Second: the backlash from the Hindu fanatics. They have issued notices and small booklets asking people not to buy from Muslim shops; not to rent houses or shops to Muslims and to be vigilant about Muslim youth. There are posters urging us to go to Pakistan or Gulf. Third: a large section of the police is communal. They arrest our boys without provocation and beat them up in custody. But for the communalism of the police, the Islamic fundamentalists would not have gained acceptance with our youth."
CPI(M) district committee secretary K.C. Karunakaran agrees. "While at the IPS level the police is secular, at the lower level they have fallen prey to the poison of communalism. The riots in November were engineered by the police," he says.
According to a senior police officer, the bomb blast would have been averted if the police at the ground level had acted in time. "On February 12, there was a message from Chennai to check for potential bombs. The local police deliberately conducted the checks in the wrong places and reported that the situation was under control." The officer added: "The control Chennai can exercise over the Coimbatore police is similar to that of the control New Delhi can exercise over the Northeast. The Janus-faced nature of the Coimbatore police is going to become an unsurmountable problem if the state government does not act at once".
However, subsequent investigations and combing operations have revealed that some of the perpetrators of the carnage are beyond the borders of Tamil Nadu. Says home secretary R. Poornalingam: "We have unearthed a deep-rooted conspiracy. The police have mounted a massive operation and has sought the cooperation of the concerned state governments." Though the government had banned two Islamic groups—Al-Umma and the Jihad Committee—and ordered the arrest of its leaders, some hardcore members slipped out of the state even before the blast. Ansari, general secretary of Al-Umma, is said to have fled to Malaysia through the Kerala-Gulf route.
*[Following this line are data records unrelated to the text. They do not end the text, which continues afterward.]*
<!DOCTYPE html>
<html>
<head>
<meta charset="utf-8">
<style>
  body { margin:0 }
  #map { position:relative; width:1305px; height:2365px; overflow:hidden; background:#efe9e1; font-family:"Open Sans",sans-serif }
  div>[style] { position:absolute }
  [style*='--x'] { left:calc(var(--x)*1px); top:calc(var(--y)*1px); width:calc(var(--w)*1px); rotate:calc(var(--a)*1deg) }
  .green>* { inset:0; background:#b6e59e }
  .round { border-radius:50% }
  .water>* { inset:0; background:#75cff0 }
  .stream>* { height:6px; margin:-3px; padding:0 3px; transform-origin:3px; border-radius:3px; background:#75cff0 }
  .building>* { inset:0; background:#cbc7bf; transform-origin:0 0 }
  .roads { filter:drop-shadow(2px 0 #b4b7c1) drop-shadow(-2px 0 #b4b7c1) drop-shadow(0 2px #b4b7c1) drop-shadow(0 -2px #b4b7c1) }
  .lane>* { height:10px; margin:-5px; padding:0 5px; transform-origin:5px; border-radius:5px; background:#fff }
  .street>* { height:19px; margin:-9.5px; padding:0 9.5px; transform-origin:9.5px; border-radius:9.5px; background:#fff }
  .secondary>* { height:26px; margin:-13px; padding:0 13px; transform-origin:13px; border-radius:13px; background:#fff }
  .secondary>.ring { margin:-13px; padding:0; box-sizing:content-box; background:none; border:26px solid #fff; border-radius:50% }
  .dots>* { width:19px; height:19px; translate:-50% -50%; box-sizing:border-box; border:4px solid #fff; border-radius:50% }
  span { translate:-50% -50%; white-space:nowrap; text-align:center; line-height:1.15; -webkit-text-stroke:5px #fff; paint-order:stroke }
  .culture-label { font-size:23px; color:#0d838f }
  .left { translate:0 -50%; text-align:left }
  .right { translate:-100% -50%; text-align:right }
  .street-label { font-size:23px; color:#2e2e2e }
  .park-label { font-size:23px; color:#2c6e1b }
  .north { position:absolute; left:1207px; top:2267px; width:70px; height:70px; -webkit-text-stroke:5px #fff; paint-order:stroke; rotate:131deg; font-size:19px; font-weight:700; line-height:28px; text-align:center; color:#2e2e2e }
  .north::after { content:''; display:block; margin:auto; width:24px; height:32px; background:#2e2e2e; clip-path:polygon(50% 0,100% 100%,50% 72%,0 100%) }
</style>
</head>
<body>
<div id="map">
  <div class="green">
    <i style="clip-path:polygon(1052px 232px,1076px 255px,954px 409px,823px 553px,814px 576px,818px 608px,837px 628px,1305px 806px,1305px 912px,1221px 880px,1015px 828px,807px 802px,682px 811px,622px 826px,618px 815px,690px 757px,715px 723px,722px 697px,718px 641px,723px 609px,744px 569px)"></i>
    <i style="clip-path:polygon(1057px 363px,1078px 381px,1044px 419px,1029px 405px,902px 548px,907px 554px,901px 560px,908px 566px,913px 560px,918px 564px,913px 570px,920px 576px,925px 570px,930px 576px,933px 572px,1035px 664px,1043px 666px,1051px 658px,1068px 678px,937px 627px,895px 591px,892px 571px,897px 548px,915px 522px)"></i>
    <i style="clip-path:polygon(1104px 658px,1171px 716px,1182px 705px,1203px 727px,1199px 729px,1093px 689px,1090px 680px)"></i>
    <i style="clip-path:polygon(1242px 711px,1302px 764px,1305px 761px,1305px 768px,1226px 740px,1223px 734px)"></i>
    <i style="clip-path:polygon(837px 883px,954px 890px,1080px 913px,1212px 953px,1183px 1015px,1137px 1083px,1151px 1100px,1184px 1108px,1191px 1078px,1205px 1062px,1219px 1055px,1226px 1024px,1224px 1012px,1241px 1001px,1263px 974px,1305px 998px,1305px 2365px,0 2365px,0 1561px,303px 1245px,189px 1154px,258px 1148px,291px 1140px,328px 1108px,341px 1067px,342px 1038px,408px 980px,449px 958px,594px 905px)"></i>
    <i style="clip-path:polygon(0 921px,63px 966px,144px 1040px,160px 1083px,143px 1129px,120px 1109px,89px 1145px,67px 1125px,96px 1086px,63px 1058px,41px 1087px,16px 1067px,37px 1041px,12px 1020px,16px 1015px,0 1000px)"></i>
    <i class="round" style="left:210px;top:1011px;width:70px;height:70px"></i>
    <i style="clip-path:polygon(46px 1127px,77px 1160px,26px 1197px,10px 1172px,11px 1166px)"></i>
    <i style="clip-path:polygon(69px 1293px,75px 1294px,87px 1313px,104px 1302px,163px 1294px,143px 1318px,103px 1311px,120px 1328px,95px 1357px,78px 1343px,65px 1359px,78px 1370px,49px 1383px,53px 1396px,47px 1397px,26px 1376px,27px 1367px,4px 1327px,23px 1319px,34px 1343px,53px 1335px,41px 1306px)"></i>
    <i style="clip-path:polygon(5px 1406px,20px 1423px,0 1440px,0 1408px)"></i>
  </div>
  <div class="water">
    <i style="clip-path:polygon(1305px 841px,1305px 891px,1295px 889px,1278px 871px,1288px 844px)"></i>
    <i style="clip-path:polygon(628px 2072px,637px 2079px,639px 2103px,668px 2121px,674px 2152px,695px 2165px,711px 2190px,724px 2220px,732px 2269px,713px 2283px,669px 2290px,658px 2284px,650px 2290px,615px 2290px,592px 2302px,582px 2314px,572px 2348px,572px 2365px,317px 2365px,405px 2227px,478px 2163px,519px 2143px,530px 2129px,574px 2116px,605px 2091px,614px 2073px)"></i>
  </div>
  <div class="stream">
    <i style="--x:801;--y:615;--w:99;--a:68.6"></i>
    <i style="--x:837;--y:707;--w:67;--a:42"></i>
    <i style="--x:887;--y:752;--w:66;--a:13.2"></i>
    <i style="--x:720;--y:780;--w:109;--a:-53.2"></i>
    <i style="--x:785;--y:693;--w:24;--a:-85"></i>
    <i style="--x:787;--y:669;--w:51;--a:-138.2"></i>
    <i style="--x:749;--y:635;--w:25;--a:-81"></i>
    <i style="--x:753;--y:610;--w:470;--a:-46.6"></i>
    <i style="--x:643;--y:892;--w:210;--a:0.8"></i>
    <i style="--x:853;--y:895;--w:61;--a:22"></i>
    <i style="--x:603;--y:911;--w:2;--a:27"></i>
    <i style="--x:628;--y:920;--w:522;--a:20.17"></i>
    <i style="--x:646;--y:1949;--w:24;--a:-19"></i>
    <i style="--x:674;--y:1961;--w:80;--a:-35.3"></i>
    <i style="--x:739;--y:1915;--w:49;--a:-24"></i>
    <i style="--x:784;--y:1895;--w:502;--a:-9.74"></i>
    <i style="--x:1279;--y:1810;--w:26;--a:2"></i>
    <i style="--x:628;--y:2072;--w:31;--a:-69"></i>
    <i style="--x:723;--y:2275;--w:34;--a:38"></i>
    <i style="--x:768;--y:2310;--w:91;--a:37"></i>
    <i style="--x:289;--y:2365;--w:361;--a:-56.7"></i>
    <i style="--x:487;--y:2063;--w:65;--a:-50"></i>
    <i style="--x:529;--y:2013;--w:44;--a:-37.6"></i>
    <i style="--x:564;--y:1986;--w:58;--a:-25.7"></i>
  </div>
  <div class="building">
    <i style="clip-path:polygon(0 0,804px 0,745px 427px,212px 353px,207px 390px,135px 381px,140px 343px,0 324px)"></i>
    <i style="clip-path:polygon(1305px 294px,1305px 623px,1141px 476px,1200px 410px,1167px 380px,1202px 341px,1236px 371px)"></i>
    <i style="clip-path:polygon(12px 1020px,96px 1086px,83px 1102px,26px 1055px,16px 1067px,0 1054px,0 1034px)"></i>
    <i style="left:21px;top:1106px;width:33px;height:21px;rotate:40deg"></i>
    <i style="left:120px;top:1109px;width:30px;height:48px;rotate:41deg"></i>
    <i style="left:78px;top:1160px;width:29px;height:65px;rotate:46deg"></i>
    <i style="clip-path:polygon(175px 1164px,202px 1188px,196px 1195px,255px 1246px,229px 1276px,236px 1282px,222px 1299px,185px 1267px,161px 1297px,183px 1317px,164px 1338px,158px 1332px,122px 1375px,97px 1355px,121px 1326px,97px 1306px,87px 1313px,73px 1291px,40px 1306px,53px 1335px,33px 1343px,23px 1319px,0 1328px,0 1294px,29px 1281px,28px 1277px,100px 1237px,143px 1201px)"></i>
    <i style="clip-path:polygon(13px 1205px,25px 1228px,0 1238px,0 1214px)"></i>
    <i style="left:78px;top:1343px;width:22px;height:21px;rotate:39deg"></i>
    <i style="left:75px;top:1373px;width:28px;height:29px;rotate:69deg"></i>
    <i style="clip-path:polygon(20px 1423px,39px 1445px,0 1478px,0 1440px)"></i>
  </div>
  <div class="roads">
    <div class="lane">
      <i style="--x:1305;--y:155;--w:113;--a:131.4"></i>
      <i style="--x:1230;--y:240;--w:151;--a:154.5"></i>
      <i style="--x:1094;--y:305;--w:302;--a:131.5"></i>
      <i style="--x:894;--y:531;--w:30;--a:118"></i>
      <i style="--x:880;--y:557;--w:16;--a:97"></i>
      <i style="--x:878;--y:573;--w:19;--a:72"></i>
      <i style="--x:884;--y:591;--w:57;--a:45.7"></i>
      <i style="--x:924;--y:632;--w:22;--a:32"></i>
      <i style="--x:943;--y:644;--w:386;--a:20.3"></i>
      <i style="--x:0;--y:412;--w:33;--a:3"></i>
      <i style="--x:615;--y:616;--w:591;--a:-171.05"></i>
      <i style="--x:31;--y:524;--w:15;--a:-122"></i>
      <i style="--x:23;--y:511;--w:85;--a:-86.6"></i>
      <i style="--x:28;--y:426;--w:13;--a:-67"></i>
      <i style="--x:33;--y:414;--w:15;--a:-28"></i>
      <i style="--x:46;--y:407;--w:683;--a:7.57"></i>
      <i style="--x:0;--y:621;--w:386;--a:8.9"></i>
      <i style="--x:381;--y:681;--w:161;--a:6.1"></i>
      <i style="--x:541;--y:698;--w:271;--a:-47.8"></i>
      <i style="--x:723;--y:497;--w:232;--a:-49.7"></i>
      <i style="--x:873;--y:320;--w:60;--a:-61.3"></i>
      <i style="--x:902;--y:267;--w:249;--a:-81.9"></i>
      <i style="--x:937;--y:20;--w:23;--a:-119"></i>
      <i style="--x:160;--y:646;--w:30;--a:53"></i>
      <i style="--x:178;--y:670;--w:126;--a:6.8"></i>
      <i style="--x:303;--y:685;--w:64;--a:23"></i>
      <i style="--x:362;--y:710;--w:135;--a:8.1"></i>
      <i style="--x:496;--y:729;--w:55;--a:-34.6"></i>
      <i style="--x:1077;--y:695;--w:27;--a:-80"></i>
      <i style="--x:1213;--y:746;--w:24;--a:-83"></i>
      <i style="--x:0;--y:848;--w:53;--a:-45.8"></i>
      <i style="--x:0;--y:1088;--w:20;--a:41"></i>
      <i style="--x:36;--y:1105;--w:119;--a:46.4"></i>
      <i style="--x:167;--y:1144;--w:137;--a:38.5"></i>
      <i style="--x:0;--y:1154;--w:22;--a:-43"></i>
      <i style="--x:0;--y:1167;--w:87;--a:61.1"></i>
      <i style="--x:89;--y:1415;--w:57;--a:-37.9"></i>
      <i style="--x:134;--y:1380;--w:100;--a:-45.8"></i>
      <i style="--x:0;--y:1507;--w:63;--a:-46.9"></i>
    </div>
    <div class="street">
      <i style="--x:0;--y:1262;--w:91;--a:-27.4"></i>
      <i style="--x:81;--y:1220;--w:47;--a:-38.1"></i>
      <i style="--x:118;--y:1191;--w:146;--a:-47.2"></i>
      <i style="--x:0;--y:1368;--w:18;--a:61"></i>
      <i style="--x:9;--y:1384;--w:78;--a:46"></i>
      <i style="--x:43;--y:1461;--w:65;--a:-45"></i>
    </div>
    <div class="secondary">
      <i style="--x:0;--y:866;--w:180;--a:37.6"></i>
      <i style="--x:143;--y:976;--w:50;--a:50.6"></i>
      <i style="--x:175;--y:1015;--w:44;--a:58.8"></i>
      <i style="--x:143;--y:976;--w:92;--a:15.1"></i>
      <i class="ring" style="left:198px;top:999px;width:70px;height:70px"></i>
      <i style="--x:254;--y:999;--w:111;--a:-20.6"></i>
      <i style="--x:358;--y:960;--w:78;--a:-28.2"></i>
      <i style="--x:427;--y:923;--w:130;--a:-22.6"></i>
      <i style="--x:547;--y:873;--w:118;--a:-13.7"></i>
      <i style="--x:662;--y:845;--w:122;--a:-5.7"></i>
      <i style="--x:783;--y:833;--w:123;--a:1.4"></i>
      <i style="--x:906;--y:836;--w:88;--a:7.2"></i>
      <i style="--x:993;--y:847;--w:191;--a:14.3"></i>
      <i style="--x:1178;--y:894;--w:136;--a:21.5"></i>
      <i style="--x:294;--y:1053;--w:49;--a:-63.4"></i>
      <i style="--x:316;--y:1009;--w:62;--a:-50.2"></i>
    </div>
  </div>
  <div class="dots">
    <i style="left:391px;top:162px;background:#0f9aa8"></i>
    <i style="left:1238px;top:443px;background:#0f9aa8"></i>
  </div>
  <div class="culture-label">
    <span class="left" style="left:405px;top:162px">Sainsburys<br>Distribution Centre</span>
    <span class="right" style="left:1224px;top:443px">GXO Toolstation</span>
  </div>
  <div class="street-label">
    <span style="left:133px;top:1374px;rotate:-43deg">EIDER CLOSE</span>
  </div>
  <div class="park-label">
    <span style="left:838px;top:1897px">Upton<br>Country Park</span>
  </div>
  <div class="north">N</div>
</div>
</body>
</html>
The route for the explosives appears to be: Bombay, Nagpur, Mangalore, North Kerala, Palghat and finally Coimbatore. The bombs, which look like crude country devices, are in reality sophisticated explosives with timers and auto-explosion mechanisms. All the evidence points to the fact that the serial blasts could not have been carried out by fringe groups, but are part of a larger conspiracy.